The other side of the lamp is the classic Tiffany Studios Poppy design, without any additions. The Poppy lamp was originally designed around 1900 by Clara Driscoll, who supervised the design of quite a few of the floral Tiffany shades. The base was made at our studio, in conjunction with a glass blower and bronze foundry, and is styled after a number of Tiffany glass bases.

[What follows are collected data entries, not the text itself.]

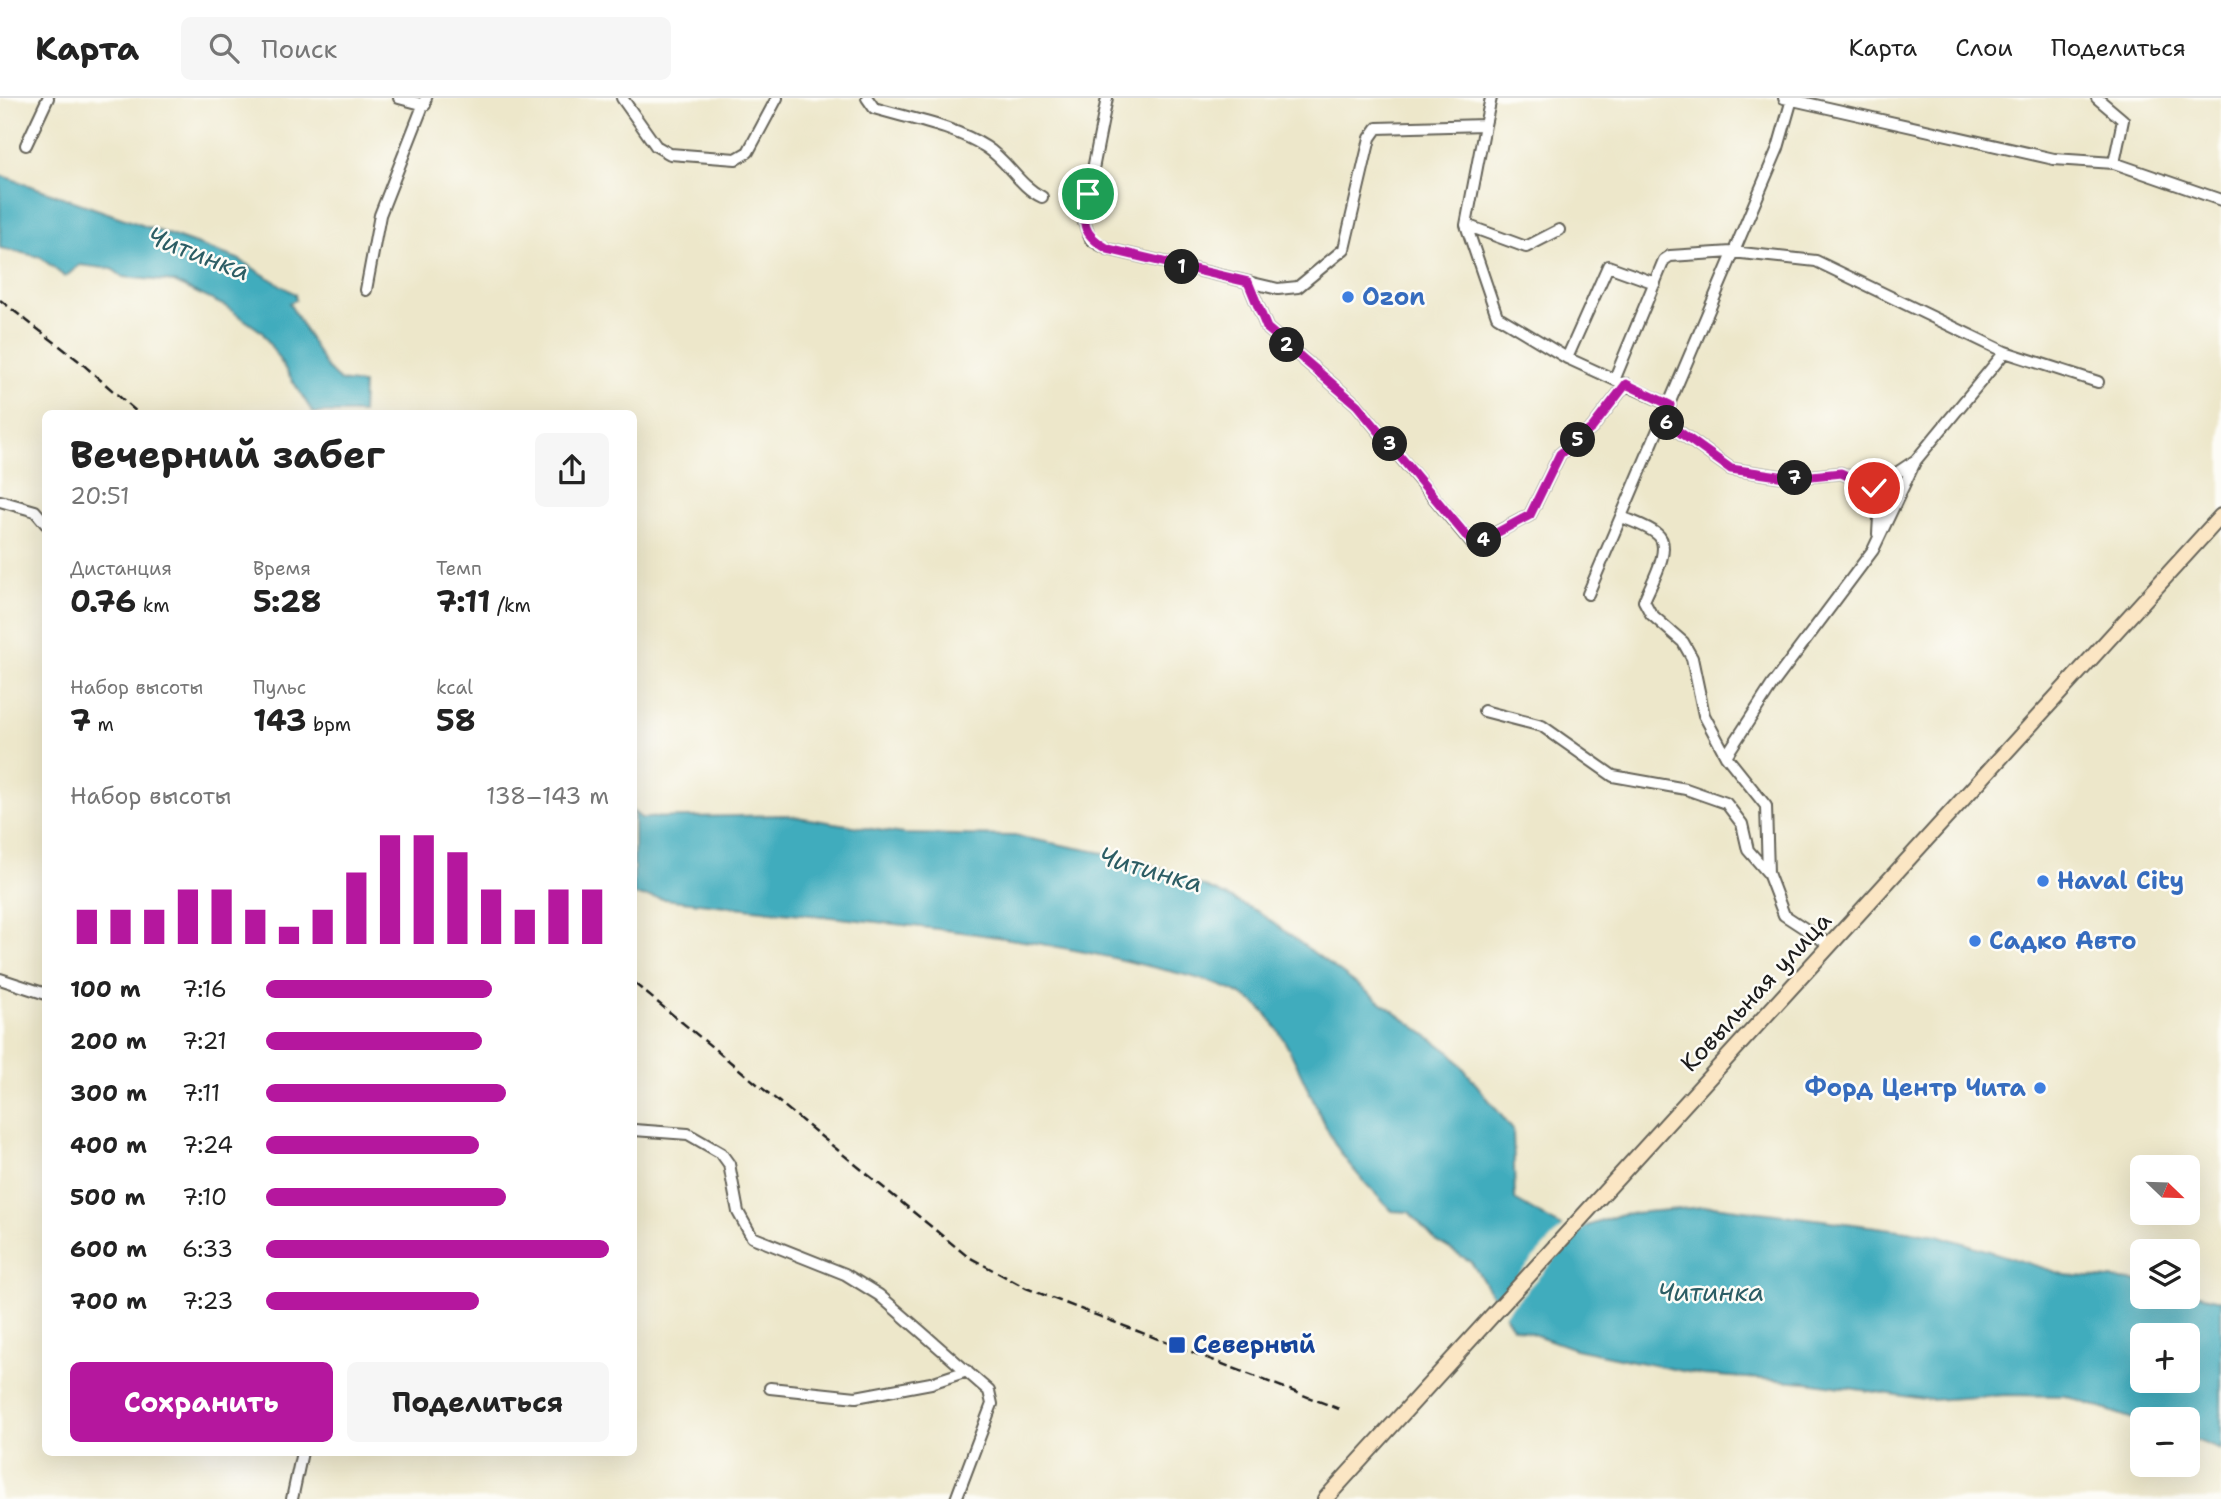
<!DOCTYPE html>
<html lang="ru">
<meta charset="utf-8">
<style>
:root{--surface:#fff;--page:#f6f6f6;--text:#222;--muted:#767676;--line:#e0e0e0;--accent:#b5179e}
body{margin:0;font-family:"Shantell Sans",sans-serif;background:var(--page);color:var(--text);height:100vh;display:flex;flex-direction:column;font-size:26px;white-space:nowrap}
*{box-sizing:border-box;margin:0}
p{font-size:23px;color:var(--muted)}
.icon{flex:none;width:38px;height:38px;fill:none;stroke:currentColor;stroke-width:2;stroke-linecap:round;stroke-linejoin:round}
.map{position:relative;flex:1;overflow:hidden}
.side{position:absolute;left:42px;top:312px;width:595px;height:1046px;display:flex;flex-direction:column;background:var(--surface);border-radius:10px;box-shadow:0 7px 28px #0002}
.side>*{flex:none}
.needle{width:46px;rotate:113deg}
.fabs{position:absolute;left:2130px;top:1057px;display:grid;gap:14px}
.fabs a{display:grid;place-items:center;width:70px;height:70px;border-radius:10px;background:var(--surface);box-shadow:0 7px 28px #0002;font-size:35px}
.pin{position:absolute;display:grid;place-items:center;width:60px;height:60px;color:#fff;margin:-30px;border:4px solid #fff;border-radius:50%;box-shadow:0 2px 7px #0007}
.km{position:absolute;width:35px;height:35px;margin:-18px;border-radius:50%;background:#222;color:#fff;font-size:19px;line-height:35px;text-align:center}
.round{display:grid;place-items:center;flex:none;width:74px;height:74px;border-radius:10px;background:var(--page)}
.headline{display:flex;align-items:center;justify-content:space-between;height:119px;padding:0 28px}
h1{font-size:38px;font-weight:700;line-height:52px}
.figures{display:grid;grid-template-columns:repeat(3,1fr);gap:10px;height:119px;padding:7px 28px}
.figures div{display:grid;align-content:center}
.figures b{font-size:30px;font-weight:700}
.figures small{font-size:19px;font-weight:400}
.figures p{font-size:19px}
.chart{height:196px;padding:14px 28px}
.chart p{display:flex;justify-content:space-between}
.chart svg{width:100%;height:126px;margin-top:7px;stroke:var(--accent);stroke-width:6}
.cta{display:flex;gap:14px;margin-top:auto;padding:14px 28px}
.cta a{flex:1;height:80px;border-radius:10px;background:var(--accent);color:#fff;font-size:28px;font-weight:700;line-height:80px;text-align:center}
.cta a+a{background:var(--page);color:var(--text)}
ul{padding:0 28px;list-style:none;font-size:23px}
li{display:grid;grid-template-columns:112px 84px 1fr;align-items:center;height:52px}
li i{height:18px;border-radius:9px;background:var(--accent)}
header{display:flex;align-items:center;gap:42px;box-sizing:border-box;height:98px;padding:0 35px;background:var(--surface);border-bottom:2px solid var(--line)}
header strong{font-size:33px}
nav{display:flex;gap:38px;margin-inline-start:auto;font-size:24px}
.search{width:490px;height:63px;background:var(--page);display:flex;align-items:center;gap:18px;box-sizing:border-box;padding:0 24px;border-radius:10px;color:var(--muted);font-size:26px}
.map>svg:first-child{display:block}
</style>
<header>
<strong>Карта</strong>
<div class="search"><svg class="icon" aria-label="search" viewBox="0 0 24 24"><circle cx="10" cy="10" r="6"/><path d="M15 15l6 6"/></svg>Поиск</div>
<nav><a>Карта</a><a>Слои</a><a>Поделиться</a></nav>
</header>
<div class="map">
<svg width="2221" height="1401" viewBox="0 0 2221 1401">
<rect width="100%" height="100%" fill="#fdfcf7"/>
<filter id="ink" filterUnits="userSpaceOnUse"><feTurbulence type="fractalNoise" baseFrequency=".0143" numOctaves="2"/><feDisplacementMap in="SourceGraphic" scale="14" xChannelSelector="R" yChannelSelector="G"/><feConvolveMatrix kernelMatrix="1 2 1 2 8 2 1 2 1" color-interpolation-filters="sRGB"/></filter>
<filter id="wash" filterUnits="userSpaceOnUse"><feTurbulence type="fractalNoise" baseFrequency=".00686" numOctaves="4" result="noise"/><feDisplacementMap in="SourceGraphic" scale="28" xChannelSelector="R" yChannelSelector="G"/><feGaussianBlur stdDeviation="1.57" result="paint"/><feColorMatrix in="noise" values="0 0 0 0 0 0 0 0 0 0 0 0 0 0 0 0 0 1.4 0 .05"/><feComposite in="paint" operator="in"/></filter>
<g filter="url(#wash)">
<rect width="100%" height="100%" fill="#ede7ca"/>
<path fill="#3facbd" stroke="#2e646c" stroke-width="2" fill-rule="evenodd" d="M0,77L238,161L295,196L296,202L289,205L327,270L340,283L363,286L362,315H313L262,234L225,208L174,184L123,179L112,171L80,167L65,179L40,159L0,150Z
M634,714L641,720L785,717L903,736L1015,738L1135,761L1217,794L1257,813L1452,956L1513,1032L1515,1102L1570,1134L1622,1116L1714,1108L1938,1137L2066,1177L2142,1184V1199H2188V1194L2221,1202V1352L2188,1339V1321H2142V1324L2065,1298L2006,1297L1931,1302L1807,1284L1702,1277L1575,1251L1513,1229L1471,1164L1435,1142L1409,1114L1392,1113C1373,1093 1352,1073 1337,1049C1312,1010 1288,928 1253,904C1224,884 1177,875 1143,867C975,826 803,820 634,797ZM2142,1237H2188V1283H2142Z"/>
<path fill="#ede7ca" d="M1589,1124L1503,1218L1493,1204L1564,1127L1570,1131Z"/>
</g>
<g filter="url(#ink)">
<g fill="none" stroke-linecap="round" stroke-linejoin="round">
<defs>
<path id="street" d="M399,0L425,7
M622,0L656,48L670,56L736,61L748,54L777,0
M867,0L874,10C911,21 953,28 986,49C1008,63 1019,88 1042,99
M1107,0L1083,122L1091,142L1108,151L1278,191L1298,189L1344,151L1370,40L1377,30L1485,27L1491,0
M1784,0L2054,61L2114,65L2221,102
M2097,0L2123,22L2114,65
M1485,27L1466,127L1497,218L1567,260L1670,307
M26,47L48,0
M1466,127L1526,149L1559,132
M1248,184L1267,230L1357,307L1473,447L1530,417L1560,356L1592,330L1626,286
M366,192L380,117L426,0
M1567,260L1608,168L1655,185
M1615,280L1664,162L1670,158L1732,154L1816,163L2005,254L2098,284
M1664,323L1731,371L1792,380L1841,375L1874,390L1916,362L2005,254
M1874,390L1880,402L1878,436
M0,403L35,413L46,426
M1622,419C1633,424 1647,428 1657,436C1674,449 1650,487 1644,503L1651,516L1683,544L1692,560L1704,617L1726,658L1766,708L1768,775L1784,817L1830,847
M1588,496L1778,50L1792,1
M1484,613L1542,628L1613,678L1686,691L1726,705L1742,726L1748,752L1768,775
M1726,658L1772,587L1873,452L1915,364
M0,881L46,896
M634,1032L688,1036L721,1055L729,1066L738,1114L752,1139L845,1176L879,1197L989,1293L992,1306L956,1401
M770,1290L856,1299L931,1285L967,1273
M292,1401L302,1354"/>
<path id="secondary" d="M1325,1401L2221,418"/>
</defs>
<use href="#street" stroke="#656359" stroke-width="14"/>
<use href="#secondary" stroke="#656359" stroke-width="18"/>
<use href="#street" stroke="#fff" stroke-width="10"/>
<use href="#secondary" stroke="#fbe6c4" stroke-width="14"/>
<path stroke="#1c1c1c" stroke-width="2.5" stroke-dasharray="10 5" stroke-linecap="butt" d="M0,202L79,263L138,315
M634,885L967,1158L1026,1190L1339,1311"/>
</g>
</g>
<g fill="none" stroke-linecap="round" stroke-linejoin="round" filter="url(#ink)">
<defs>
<path id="route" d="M1088,96C1082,125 1081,136 1108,151L1248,184L1267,230L1357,307L1474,447L1530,417L1560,356L1592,330L1626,286L1670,307L1664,323L1731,371L1792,380L1841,375L1874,390"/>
</defs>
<use href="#route" stroke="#fff" stroke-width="14"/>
<use href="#route" stroke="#b5179e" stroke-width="9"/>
</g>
<g fill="#3f7fe0" stroke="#fdfcf7" stroke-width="2.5">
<circle cx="1348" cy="199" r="7"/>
<circle cx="2043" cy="783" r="7"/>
<circle cx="1975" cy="843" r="7"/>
<circle cx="2040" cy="990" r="7"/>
</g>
<rect fill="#1a4fb4" stroke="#fdfcf7" stroke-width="2.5" x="1168" y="1238" width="18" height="18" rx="3.5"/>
<g text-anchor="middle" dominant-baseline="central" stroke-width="5" stroke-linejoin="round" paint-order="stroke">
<g font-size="24" font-weight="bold" fill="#366cbe" stroke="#fdfcf7" text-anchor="start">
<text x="1362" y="199">Ozon</text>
<text x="2057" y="783">Haval Сity</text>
<text x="1989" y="843">Садко Авто</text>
<text x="2026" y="990" text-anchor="end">Форд Центр Чита</text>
</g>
<g font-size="24" fill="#1c1c1c" stroke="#fdfcf7">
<text transform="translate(1756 894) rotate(-47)">Ковыльная улица</text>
</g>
<g font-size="24" font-weight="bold" fill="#164399" stroke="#fdfcf7" text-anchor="start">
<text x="1193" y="1247">Северный</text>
</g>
<g font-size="26" font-style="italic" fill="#2c5d64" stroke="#fdfcf7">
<text transform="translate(199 155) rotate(21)">Читинка</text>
<text transform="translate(1151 771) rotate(16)">Читинка</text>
<text x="1711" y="1193">Читинка</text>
</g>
</g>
</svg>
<div class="fabs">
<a><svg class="needle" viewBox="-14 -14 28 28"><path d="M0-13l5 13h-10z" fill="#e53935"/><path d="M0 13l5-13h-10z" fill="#767676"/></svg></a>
<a><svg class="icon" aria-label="layers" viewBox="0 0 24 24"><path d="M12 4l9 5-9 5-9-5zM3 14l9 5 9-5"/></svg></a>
<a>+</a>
<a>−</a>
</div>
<div class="pin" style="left:1088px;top:96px;background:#1e9e55"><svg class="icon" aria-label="arrive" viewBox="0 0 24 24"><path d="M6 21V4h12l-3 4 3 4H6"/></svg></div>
<div class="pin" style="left:1874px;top:390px;background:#d93025"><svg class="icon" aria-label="check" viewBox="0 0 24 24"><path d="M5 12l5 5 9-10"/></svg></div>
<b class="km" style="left:1182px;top:169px">1</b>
<b class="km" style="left:1287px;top:247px">2</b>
<b class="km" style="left:1390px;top:346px">3</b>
<b class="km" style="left:1484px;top:442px">4</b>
<b class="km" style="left:1578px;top:342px">5</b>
<b class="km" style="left:1667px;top:325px">6</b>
<b class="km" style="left:1795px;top:380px">7</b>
<section class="side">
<div class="headline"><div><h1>Вечерний забег</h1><p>20:51</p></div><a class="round"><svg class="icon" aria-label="share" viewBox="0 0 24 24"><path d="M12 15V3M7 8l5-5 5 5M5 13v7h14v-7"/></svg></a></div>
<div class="figures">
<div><p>Дистанция</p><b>0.76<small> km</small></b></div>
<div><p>Время</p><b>5:28</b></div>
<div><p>Темп</p><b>7:11<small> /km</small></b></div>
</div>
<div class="figures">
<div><p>Набор высоты</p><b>7<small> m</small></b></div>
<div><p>Пульс</p><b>143<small> bpm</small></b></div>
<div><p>kcal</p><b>58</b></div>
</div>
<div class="chart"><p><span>Набор высоты</span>138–143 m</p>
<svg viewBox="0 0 160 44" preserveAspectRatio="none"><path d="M5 44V32M15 44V32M25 44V32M35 44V25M45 44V25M55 44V32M65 44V38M75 44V32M85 44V19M95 44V6M105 44V6M115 44V12M125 44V25M135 44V32M145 44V25M155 44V25"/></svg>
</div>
<ul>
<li><b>100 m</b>7:16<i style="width:66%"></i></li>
<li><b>200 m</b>7:21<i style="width:63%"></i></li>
<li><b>300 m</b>7:11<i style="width:70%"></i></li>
<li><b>400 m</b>7:24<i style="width:62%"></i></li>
<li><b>500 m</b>7:10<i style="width:70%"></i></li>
<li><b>600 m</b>6:33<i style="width:100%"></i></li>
<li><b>700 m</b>7:23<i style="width:62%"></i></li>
</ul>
<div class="cta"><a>Сохранить</a><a>Поделиться</a></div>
</section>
</div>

This year has been a busy one for Oz-inspired glass - here's a preview of another upcoming project:

Monday, December 2, 2013

Blown Away

Blown Away is an odd little book published in 1897, three years before The Wonderful Wizard of Oz. The interesting thing about it is that the heroines, two young girls named Beatrice and Jessie, are transported by cyclone to a strange land, where they meet a variety of unusual creatures and people. It was written by the well-known English actor Richard Mansfield, who spent a good deal of his later life in America, until his death in Connecticut in 1907; I wonder if L. Frank Baum, being involved in theater much of his life, ever met Mansfield?

The two men were contemporaries, Baum born in 1856 and Mansfield in 1857. Mansfield began his career performing Gilbert & Sullivan roles with the D'oyly Carte Opera Company. He gained renown for his role as the title character(s) in Dr. Jekyll and Mr Hyde, and became a highly praised Shakespearean actor.


Unfortunately, the book is not particularly good and, like so many of the period, owes a large debt to the Alice books of Lewis Carroll. If anyone cares to attempt it, the text can be read online here. The cleverest part is the wonderful Art Nouveau binding which, when opened flat, forms a nearly symmetrical image showing both girls being swept up in the wind!